* [TASK DESCRIPTION] Transcribe the whole listing precisely, leaving nothing out.

* [MATERIAL PROVIDED]
[Start of Attachment]
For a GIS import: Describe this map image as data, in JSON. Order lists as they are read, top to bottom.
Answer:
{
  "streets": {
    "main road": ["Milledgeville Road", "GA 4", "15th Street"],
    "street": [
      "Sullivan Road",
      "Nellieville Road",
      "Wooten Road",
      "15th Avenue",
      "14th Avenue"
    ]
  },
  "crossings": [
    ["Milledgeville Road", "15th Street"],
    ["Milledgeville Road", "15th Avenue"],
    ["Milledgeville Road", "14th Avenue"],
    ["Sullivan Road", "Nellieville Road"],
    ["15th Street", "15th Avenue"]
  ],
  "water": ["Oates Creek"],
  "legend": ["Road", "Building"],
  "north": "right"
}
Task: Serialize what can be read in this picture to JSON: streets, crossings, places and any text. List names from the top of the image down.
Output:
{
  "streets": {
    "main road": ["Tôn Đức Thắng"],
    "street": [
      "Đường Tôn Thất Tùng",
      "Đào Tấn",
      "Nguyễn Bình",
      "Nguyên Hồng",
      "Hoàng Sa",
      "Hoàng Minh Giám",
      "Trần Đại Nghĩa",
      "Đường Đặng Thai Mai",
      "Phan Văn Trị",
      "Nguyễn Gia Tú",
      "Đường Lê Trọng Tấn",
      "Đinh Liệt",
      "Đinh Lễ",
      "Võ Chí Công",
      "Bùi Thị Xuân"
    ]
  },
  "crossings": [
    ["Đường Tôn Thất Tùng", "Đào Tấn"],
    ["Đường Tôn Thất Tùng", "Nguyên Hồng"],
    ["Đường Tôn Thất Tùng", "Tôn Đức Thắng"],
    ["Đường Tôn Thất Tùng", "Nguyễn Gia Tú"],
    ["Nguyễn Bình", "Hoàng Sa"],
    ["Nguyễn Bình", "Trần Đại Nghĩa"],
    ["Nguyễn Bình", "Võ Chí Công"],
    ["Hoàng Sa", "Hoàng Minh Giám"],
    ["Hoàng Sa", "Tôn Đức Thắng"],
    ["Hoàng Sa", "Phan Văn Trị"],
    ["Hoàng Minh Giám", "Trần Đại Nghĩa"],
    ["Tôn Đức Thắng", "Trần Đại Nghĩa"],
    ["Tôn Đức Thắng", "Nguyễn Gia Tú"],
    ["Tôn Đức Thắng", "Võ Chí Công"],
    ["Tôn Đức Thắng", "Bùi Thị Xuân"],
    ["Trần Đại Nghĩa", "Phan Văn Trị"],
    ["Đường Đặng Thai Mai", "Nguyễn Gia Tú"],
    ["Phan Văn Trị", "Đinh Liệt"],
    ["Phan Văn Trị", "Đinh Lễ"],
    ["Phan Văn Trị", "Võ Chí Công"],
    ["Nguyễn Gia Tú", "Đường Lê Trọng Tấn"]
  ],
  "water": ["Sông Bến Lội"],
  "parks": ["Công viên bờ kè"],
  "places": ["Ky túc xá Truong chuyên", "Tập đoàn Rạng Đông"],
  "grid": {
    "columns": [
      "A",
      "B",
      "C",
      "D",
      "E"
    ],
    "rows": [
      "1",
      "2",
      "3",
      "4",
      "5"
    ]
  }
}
[End of Attachment]
* [WRITTEN SOLUTION]
For a GIS import: Describe this map image as data, in JSON. Order lists as they are read, top to bottom.
Answer:
{
  "streets": {
    "main road": ["Milledgeville Road", "GA 4", "15th Street"],
    "street": [
      "Sullivan Road",
      "Nellieville Road",
      "Wooten Road",
      "15th Avenue",
      "14th Avenue"
    ]
  },
  "crossings": [
    ["Milledgeville Road", "15th Street"],
    ["Milledgeville Road", "15th Avenue"],
    ["Milledgeville Road", "14th Avenue"],
    ["Sullivan Road", "Nellieville Road"],
    ["15th Street", "15th Avenue"]
  ],
  "water": ["Oates Creek"],
  "legend": ["Road", "Building"],
  "north": "right"
}
Task: Serialize what can be read in this picture to JSON: streets, crossings, places and any text. List names from the top of the image down.
Output:
{
  "streets": {
    "main road": ["Tôn Đức Thắng"],
    "street": [
      "Đường Tôn Thất Tùng",
      "Đào Tấn",
      "Nguyễn Bình",
      "Nguyên Hồng",
      "Hoàng Sa",
      "Hoàng Minh Giám",
      "Trần Đại Nghĩa",
      "Đường Đặng Thai Mai",
      "Phan Văn Trị",
      "Nguyễn Gia Tú",
      "Đường Lê Trọng Tấn",
      "Đinh Liệt",
      "Đinh Lễ",
      "Võ Chí Công",
      "Bùi Thị Xuân"
    ]
  },
  "crossings": [
    ["Đường Tôn Thất Tùng", "Đào Tấn"],
    ["Đường Tôn Thất Tùng", "Nguyên Hồng"],
    ["Đường Tôn Thất Tùng", "Tôn Đức Thắng"],
    ["Đường Tôn Thất Tùng", "Nguyễn Gia Tú"],
    ["Nguyễn Bình", "Hoàng Sa"],
    ["Nguyễn Bình", "Trần Đại Nghĩa"],
    ["Nguyễn Bình", "Võ Chí Công"],
    ["Hoàng Sa", "Hoàng Minh Giám"],
    ["Hoàng Sa", "Tôn Đức Thắng"],
    ["Hoàng Sa", "Phan Văn Trị"],
    ["Hoàng Minh Giám", "Trần Đại Nghĩa"],
    ["Tôn Đức Thắng", "Trần Đại Nghĩa"],
    ["Tôn Đức Thắng", "Nguyễn Gia Tú"],
    ["Tôn Đức Thắng", "Võ Chí Công"],
    ["Tôn Đức Thắng", "Bùi Thị Xuân"],
    ["Trần Đại Nghĩa", "Phan Văn Trị"],
    ["Đường Đặng Thai Mai", "Nguyễn Gia Tú"],
    ["Phan Văn Trị", "Đinh Liệt"],
    ["Phan Văn Trị", "Đinh Lễ"],
    ["Phan Văn Trị", "Võ Chí Công"],
    ["Nguyễn Gia Tú", "Đường Lê Trọng Tấn"]
  ],
  "water": ["Sông Bến Lội"],
  "parks": ["Công viên bờ kè"],
  "places": ["Ky túc xá Truong chuyên", "Tập đoàn Rạng Đông"],
  "grid": {
    "columns": [
      "A",
      "B",
      "C",
      "D",
      "E"
    ],
    "rows": [
      "1",
      "2",
      "3",
      "4",
      "5"
    ]
  }
}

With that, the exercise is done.